▸ **Task requirements**
Only the lines with "rows" in the entries below belong in the answer; please copy them.

▸ **Dataset content**

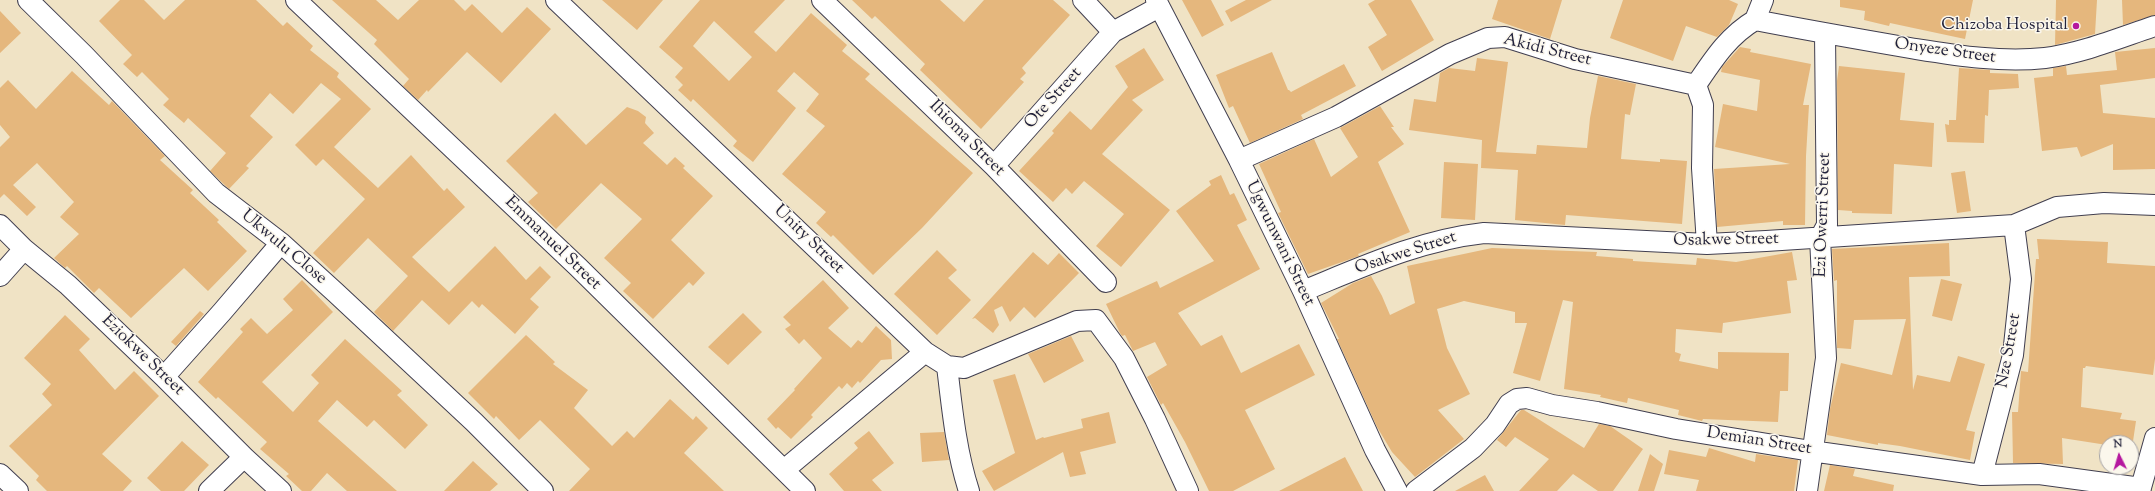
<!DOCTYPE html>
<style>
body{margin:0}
#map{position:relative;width:2155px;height:491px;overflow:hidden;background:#f0e3c5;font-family:"Sorts Mill Goudy",serif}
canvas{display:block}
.north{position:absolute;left:2099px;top:435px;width:40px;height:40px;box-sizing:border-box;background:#fbf7ec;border:1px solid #a4a2a5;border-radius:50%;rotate:355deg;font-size:11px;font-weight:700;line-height:16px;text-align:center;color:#22223b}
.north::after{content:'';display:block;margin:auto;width:14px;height:18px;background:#b5179e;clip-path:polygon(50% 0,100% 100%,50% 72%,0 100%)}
</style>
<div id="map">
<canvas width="2155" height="491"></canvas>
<div class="north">N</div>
</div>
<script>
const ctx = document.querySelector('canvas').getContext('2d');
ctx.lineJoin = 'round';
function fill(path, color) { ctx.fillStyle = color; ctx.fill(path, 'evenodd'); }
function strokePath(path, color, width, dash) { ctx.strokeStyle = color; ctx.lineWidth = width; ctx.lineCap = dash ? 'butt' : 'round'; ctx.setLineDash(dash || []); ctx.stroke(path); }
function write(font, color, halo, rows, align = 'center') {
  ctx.font = font + ' "Sorts Mill Goudy",serif'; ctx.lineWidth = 3; ctx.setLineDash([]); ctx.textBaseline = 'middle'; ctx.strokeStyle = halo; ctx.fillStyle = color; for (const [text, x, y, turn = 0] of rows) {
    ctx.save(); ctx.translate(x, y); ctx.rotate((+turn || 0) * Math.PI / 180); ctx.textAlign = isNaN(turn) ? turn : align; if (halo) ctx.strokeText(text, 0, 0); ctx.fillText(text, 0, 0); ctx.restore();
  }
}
const building = new Path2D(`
 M120,0H144L164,20L185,0H256L283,26L287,22L313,46L310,50L339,73L337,77L371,109L334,147L378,188L411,155L444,191L447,188L465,207L412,257L449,292L495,246L526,280L540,266L551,277L530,299L539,307L515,334L482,304L479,308L472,301L449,325L422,300L393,331L374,312L408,276L368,238L334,273L313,253L365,199L323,159L316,166L295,145L341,99L321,83L293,114L270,93L250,116L273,137L246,166L249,168L229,189L210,171L226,153L188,118L184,123L163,105L169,99L142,72L137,77L123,64L132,55L99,21Z
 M332,0H376L398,20L419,0H454L465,11L472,4L502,33L527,7L551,29L501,83L467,52L428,92L427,90L418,100L403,86L409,79L374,44L377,40Z
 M602,0H663L637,30Z
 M700,0H785L754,32L776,52L811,13L847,45L842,51L870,74L865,79L973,173L922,228L873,275L833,235L831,237L816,223L826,212L782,174L825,126L806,111L819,94L794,72L777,91L796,108L753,162L733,146L737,141L693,99L691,102L678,90L683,85L675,77L683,68L659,47ZM714,21L752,57L729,81L693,46Z
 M852,0H940L964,22L984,0H1053L1070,15L1022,68L1026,73L1020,79L1024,82L981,129L920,70L925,64L875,16L872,19Z
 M1182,0H1211L1224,25L1202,37Z
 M1246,0H1272L1231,22L1225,11Z
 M1375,0H1411L1434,40L1382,71L1368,47L1387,35L1368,4Z
 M1498,0H1562L1550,39L1492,19Z
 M1623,0H1729L1738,4L1729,25L1717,37L1686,26L1673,61L1610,38Z
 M1840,0H1973L1965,39L1890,23L1889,26L1864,20L1865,11L1840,7Z
 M2056,0H2097L2095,34L2055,45Z
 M2122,0H2155V15L2123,25Z
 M0,11L21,33L0,53Z
 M1740,47L1751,49L1750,52L1811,64L1803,105H1809L1806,156L1805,225H1783V221L1717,227L1714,169L1790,164L1715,147L1723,104L1757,111L1760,80L1721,72L1722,67Z
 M1144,48L1164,80L1132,100L1143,110L1102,154L1170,210L1121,267L1096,246L1124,214L1084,181L1072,194L1066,188L1053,202L1019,171L1054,133L1052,131L1070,111L1091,130L1128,87L1115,66Z
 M2155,48V78L2100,85L2103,113L2155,118V169L2113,170V144L2081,157L2077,147L2042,151L2034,78L2053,76V68L2066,66L2067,75L2117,70L2115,52Z
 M1272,52L1288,90H1289L1291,92L1344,64L1356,86L1301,115L1303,119L1250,143L1233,106L1229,108L1216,75Z
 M1477,58L1508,62L1496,152L1536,154L1537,145L1587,148L1590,118L1598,76L1636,84L1630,115L1625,114L1621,159L1660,162V159L1687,161L1682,224L1566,215L1565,225L1515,220L1518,170L1481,168L1482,140L1409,130L1414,99L1436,102L1440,73L1449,68L1475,71Z
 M1839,66L1905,73L1900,120L1934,123L1932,167L1894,164L1892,214L1852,213V211L1838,210L1837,81Z
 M1959,68L1990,70V73L2018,74L2019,88L1989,90L1988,116L1985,115L1984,143L1947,142L1945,124L1949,125V120H1956Z
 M72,71L109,105L112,101L165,156L160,160L193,190L190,193L219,220L217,222L247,251L208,291L184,268L131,318L99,288L94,293L67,266L65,268L54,258L79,234L60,217L74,202L37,163L13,185L36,207L27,216L4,194L0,198V147L10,137L0,125V88L8,80L36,109Z
 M1380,106L1394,127H1391L1404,144L1378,162L1410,232L1358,254L1359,256L1308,274L1278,213L1281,212L1259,164L1314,139L1331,177L1358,157L1340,128Z
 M627,107L638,111L646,117L645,123L654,133L643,143L667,165L675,157L685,166L683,168L713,196L671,240L705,273L693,286L689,282L653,319L623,291L631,283L604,258L642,219L601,183L556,229L528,202L538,193L506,161L555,113L586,145Z
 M1444,162L1478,164L1475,220L1441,218Z
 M1965,171L1971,211L1957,213L1951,173Z
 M1221,175L1230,195L1234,193L1247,220L1237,225L1260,269L1178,313L1201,346L1222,335L1241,373L1299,344L1315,375L1245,410L1275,469L1233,491H1209L1185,442L1163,403L1161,405L1147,377L1167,365L1155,342L1133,351L1125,335L1122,336L1120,333L1106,304L1157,281L1160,288L1214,261L1176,211L1211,185L1209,181Z
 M2037,239L2108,242L2107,263L2155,266V359L2153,375L2086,366L2085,368H2083L2081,407L2122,413L2120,419L2136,421L2132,448L2131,443H2107V445L2062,438L2063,464L2013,463L2012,412H2018L2021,371L2028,372L2036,259H2039Z
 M1949,243L1950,276L1909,277L1913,390L1917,375L1950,382L1958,356L1985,364L1966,430L1975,432L1970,460L1900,446L1878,443V445L1827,435L1830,409L1841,363L1892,375L1906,319L1854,320L1851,349L1837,348V280L1834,281L1832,249Z
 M1492,248L1597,252L1596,256L1633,259V261L1696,265L1697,258L1736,262L1792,252L1797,280L1787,281L1791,313L1723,323L1722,333L1676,329L1675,352L1681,354L1679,361L1718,369V352L1789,353L1788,391H1780L1778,422L1703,419L1702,421L1678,415L1679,410L1628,398L1627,403L1600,397L1601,395L1564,389L1573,302L1563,300L1540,381L1513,373L1527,323H1515V312L1464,301L1437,309L1447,348L1470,394L1438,410L1464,439L1415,477L1392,452L1377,427L1337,339H1339L1321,303L1353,283L1371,276L1382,296L1390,315L1415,303L1407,266Z
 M937,250L957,270L948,278L971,300L937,335L894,294Z
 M1033,252L1048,265L1059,253L1079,273L1035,318L1024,307L1010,322L1002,306L994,310L999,325L993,333L975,318L972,319Z
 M1941,279L1962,284L1952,321L1932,316Z
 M302,280L333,312L262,382L293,412L319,383L311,375L345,339L402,391L397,395L428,425L405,449L374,420L367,427L337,400L318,421L397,491H347L327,473L311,491H302L286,476L289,474L260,449L267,442L218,397L216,399L198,382L243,332L240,329L251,318L267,334L293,310L283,299Z
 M823,280L849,308L828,328L851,348L858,340L862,343L876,326L891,340L892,359L881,360L860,383L858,381L852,388L847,383L842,389L839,386L811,415L813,417L791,439L778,427L776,429L767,419L795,390L794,389L822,358L804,339L799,344L785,329L791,325L783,317Z
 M200,311L204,314L176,346L171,342Z
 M743,313L762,332L728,365L708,347Z
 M65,315L90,339L79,350L115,390L134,371L159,396L102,454L132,481L123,491H47L36,480L39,476L9,446L52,405L42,394L51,384L24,358Z
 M526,335L555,362L553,364L588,390L574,408L612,446L627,431L634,438L670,399L693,420L696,416L708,428L684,453L724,491H569L590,469L540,420L519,440L496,416L494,419L468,393Z
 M1071,336L1084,361L1044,383L1028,354Z
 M1015,374L1036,440L1043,437L1044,438L1083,428L1081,419L1109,412L1116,443L1080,452L1086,474L1070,477L1063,452L994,491L982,471L1015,453L993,380Z
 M1521,410H1524L1584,448L1599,424L1610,426L1643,449L1613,491H1598L1573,474L1557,491H1519L1549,459L1515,437L1506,447L1497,440Z
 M869,431L894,463L872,480L882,491H844L829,474L858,448L854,443Z
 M944,432L949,460L922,462L920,433Z
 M182,441L209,465L184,491H161L147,478Z
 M1709,448L1755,462L1756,454L1798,460L1794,491H1696L1699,480L1664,474L1669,450L1706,457Z
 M1650,454L1663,464L1654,491H1638Z
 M1345,457L1363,491H1279Z
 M473,461L498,484L490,491H444Z
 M1830,465L1855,469L1853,476L1894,485L1893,491H1824Z
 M1485,475L1494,491H1455Z`);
const minor = new Path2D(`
 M28,0L84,55L216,193L281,243L336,293L474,422L543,491
 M296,0L578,267L805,491
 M556,0L925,352L947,366L964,368L1077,321L1096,320L1124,358L1155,419L1188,491
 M822,0L994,166L1106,282
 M1083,0L1113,32
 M1156,0L1239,160L1303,291L1375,450L1397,491
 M1763,0L1755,20C1806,30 1858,39 1910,48C1954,55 2000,63 2045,58C2083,53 2119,38 2155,26
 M1696,85L1703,105L1702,168L1707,244
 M1239,160L1336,117L1450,54L1488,38L1505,37L1575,59L1696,85C1713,60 1728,36 1755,20
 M994,166L1113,32L1159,7
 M0,225L24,249L68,285L164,377L244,457L281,491
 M0,276L24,249
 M1303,291C1362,267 1420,240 1484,233L1707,244L1766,241L2014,225L2057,207L2104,203L2155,205
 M947,366C952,408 956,451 969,491
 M164,377L222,312L281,243
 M784,470L925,352
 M0,474L18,491
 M1982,475L2013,355L2021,279L2014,225
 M209,491L244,457
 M1416,491L1473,448L1495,425L1509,404L1517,399L1527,398L1552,405L1597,412L1676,429L1811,451L1982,475L2039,474L2141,488
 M1807,491L1826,358L1820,238L1827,225L1825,34
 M2140,491L2155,438`);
const markers = [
 [2076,26,4,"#b5179e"]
];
const poiNames = [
 ["Chizoba Hospital",2068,26]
];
const streetNames = [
 ["Akidi Street",1547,51,14],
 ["Onyeze Street",1945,52,8],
 ["Ote Street",1054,99,-48],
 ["Ihioma Street",966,139,45],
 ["Ezi Owerri Street",1824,215,-88],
 ["Unity Street",808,240,44],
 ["Osakwe Street",1726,241,-1],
 ["Emmanuel Street",552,244,44],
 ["Ugwunwani Street",1279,244,64],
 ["Ukwulu Close",283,248,40],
 ["Osakwe Street",1406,254,-18],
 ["Nze Street",2010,351,-80],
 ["Eziokwe Street",142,356,44],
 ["Demian Street",1759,442,9]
];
fill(building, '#e5b77d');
strokePath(minor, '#413f50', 22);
strokePath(minor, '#fff', 20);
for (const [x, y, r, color] of markers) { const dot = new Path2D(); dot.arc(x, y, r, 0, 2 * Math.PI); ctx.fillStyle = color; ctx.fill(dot); strokePath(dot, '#fbf7ec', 1.5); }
write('17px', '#22223b', '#fbf7ec', poiNames, 'right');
write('17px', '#22223b', '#fbf7ec', streetNames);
</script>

▸ **Task result**
function write(font, color, halo, rows, align = 'center') {
  ctx.font = font + ' "Sorts Mill Goudy",serif'; ctx.lineWidth = 3; ctx.setLineDash([]); ctx.textBaseline = 'middle'; ctx.strokeStyle = halo; ctx.fillStyle = color; for (const [text, x, y, turn = 0] of rows) {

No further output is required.